§ **ABOUT THIS TASK**: Using the records below, filter for lines that contain the string "fabs" and copy them out.

BEGIN

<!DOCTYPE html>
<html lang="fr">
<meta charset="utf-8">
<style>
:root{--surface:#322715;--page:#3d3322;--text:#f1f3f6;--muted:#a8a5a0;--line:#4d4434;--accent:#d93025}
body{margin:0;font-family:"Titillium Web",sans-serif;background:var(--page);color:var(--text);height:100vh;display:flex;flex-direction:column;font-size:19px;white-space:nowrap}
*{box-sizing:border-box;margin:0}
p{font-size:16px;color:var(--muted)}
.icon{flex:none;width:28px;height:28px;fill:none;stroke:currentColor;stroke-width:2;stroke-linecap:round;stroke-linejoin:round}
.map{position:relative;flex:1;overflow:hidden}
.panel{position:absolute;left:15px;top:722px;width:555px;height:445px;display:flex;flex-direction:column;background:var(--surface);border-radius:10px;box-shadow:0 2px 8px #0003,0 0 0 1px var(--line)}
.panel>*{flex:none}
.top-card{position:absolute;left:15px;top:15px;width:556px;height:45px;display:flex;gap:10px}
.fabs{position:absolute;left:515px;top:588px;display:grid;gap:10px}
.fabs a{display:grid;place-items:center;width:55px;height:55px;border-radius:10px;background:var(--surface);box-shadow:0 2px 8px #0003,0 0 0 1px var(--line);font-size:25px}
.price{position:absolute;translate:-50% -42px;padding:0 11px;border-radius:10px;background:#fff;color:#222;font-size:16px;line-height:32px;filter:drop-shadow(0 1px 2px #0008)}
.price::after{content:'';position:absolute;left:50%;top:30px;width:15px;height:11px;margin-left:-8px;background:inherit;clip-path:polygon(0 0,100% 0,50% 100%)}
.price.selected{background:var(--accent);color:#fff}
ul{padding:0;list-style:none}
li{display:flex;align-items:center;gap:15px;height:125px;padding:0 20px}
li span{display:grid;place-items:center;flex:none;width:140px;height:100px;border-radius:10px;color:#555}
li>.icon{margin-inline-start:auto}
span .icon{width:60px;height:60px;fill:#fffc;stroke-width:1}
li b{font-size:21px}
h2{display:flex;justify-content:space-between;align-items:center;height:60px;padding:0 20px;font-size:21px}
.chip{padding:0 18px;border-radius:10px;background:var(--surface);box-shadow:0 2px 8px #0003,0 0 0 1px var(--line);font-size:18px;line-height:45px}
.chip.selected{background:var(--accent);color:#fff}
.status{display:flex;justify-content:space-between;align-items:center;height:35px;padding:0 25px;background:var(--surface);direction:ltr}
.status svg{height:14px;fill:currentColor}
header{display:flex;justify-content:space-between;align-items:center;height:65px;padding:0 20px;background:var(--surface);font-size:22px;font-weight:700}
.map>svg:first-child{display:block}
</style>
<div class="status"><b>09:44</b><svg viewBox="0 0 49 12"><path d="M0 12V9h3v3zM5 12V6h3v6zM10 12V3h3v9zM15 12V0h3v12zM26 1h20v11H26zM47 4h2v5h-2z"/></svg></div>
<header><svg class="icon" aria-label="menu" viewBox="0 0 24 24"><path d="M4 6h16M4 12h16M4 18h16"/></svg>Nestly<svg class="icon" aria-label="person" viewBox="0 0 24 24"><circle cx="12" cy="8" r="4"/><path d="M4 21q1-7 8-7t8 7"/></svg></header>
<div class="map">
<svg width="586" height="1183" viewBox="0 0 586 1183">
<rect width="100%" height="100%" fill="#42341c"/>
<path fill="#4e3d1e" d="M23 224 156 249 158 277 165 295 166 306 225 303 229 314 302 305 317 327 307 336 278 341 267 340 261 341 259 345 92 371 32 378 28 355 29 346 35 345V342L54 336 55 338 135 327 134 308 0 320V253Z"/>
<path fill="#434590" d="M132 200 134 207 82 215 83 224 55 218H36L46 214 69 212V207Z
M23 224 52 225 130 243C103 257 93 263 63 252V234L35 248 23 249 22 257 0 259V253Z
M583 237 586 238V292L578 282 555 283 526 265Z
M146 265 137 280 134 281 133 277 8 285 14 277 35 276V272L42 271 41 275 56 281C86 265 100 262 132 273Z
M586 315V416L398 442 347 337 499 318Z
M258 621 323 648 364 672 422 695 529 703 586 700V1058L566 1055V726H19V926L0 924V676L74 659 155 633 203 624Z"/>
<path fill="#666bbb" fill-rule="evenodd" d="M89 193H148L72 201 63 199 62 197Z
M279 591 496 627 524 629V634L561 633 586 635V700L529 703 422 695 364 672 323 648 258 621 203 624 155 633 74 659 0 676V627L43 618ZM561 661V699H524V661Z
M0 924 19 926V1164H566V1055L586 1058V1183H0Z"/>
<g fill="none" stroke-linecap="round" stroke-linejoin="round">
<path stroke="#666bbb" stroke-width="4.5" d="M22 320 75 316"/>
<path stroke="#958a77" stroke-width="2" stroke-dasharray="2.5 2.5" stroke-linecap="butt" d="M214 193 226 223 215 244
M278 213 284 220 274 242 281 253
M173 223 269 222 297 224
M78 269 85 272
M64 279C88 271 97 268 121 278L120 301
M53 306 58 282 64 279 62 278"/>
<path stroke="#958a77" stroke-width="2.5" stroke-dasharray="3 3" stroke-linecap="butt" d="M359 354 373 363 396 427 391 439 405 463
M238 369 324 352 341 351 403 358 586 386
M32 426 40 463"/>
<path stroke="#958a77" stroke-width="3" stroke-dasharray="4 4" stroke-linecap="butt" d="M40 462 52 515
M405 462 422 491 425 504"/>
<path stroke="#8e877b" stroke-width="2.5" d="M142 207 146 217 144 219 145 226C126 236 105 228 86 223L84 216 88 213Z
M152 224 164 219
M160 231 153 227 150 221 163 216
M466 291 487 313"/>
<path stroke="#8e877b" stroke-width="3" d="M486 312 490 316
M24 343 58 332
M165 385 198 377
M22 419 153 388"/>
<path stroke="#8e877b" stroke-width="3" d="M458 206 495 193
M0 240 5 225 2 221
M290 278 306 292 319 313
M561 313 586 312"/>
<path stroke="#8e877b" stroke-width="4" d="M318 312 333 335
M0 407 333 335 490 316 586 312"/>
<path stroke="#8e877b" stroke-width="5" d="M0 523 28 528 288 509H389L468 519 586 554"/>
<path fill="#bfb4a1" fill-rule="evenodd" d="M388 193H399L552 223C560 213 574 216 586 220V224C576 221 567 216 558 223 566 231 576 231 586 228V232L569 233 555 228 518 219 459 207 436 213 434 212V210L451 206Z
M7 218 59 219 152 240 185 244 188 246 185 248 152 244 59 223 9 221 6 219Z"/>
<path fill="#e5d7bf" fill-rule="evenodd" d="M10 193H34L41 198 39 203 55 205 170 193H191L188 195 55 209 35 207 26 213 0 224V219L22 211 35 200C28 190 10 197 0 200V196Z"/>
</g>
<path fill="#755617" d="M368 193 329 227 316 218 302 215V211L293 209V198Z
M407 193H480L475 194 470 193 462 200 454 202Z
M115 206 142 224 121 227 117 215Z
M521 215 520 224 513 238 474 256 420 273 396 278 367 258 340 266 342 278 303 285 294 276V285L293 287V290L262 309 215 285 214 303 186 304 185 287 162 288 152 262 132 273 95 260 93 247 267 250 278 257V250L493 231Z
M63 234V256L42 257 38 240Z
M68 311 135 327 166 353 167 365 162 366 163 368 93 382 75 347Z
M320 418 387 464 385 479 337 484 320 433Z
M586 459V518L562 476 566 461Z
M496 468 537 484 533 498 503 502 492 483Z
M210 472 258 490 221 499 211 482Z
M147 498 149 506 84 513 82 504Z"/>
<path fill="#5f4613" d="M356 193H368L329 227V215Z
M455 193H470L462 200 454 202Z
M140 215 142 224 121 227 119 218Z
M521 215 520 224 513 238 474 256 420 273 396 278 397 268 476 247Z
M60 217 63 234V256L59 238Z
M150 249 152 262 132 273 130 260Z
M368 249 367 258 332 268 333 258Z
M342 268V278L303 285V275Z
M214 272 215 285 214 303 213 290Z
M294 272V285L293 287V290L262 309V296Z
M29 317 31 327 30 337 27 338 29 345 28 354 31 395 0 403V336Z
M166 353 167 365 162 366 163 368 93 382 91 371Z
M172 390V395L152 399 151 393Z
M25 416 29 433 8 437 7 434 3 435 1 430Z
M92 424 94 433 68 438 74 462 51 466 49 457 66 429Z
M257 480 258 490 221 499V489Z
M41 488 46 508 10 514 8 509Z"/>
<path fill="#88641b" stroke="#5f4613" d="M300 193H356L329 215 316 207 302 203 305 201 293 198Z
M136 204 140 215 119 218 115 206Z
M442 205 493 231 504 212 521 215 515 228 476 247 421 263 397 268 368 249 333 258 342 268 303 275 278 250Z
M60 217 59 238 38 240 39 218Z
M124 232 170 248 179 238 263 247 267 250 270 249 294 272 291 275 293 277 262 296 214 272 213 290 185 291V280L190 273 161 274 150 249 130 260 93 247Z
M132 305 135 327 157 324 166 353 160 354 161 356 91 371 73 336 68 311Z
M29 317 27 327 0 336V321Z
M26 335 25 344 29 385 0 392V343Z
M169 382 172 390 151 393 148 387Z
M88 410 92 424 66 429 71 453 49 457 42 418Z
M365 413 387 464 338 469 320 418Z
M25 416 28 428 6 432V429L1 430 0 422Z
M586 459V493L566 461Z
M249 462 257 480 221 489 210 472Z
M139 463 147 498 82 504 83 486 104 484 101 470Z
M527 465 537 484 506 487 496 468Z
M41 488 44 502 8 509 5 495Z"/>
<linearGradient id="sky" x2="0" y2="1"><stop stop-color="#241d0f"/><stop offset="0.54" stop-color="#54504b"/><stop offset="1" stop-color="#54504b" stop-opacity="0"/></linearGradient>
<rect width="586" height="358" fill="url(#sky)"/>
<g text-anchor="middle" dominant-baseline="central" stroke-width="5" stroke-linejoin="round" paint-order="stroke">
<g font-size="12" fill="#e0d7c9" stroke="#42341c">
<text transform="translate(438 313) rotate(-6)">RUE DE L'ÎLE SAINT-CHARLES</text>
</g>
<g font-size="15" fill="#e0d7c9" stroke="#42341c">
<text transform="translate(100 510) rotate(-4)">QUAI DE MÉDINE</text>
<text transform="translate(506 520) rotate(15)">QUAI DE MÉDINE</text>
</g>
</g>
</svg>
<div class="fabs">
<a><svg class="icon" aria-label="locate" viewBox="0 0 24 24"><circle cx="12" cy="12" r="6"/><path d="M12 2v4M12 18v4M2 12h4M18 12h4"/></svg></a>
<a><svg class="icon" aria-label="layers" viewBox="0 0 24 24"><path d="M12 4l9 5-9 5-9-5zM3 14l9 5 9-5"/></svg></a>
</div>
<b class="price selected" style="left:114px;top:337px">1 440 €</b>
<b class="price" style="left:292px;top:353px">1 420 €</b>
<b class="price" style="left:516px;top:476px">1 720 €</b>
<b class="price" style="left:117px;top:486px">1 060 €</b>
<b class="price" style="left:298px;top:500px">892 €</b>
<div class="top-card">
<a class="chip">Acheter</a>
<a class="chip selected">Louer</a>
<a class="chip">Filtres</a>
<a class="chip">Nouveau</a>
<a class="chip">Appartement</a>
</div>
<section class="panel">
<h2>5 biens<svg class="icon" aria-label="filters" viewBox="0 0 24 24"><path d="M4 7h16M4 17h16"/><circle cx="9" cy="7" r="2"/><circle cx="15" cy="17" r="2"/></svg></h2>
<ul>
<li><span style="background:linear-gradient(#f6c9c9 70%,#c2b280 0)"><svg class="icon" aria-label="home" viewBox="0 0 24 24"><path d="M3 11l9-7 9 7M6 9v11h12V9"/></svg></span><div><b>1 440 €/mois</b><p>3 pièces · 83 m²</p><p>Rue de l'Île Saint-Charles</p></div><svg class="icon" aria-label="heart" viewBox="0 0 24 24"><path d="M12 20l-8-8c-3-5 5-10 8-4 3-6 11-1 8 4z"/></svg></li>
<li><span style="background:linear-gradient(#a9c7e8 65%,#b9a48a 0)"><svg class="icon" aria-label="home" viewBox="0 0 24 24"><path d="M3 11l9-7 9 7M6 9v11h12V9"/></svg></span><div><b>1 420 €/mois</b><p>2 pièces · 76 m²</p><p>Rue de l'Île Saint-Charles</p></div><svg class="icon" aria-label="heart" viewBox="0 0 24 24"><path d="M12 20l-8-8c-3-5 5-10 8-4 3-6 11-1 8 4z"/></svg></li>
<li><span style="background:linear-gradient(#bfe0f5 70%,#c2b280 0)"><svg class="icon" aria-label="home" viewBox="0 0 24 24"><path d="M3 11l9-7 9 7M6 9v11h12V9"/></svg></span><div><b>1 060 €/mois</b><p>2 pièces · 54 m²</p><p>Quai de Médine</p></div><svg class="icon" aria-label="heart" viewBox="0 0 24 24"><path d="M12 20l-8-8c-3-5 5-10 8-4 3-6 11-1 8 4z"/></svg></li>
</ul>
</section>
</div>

END

§ **RESPONSE TO THE TASK**:
.fabs{position:absolute;left:515px;top:588px;display:grid;gap:10px}
.fabs a{display:grid;place-items:center;width:55px;height:55px;border-radius:10px;background:var(--surface);box-shadow:0 2px 8px #0003,0 0 0 1px var(--line);font-size:25px}
<div class="fabs">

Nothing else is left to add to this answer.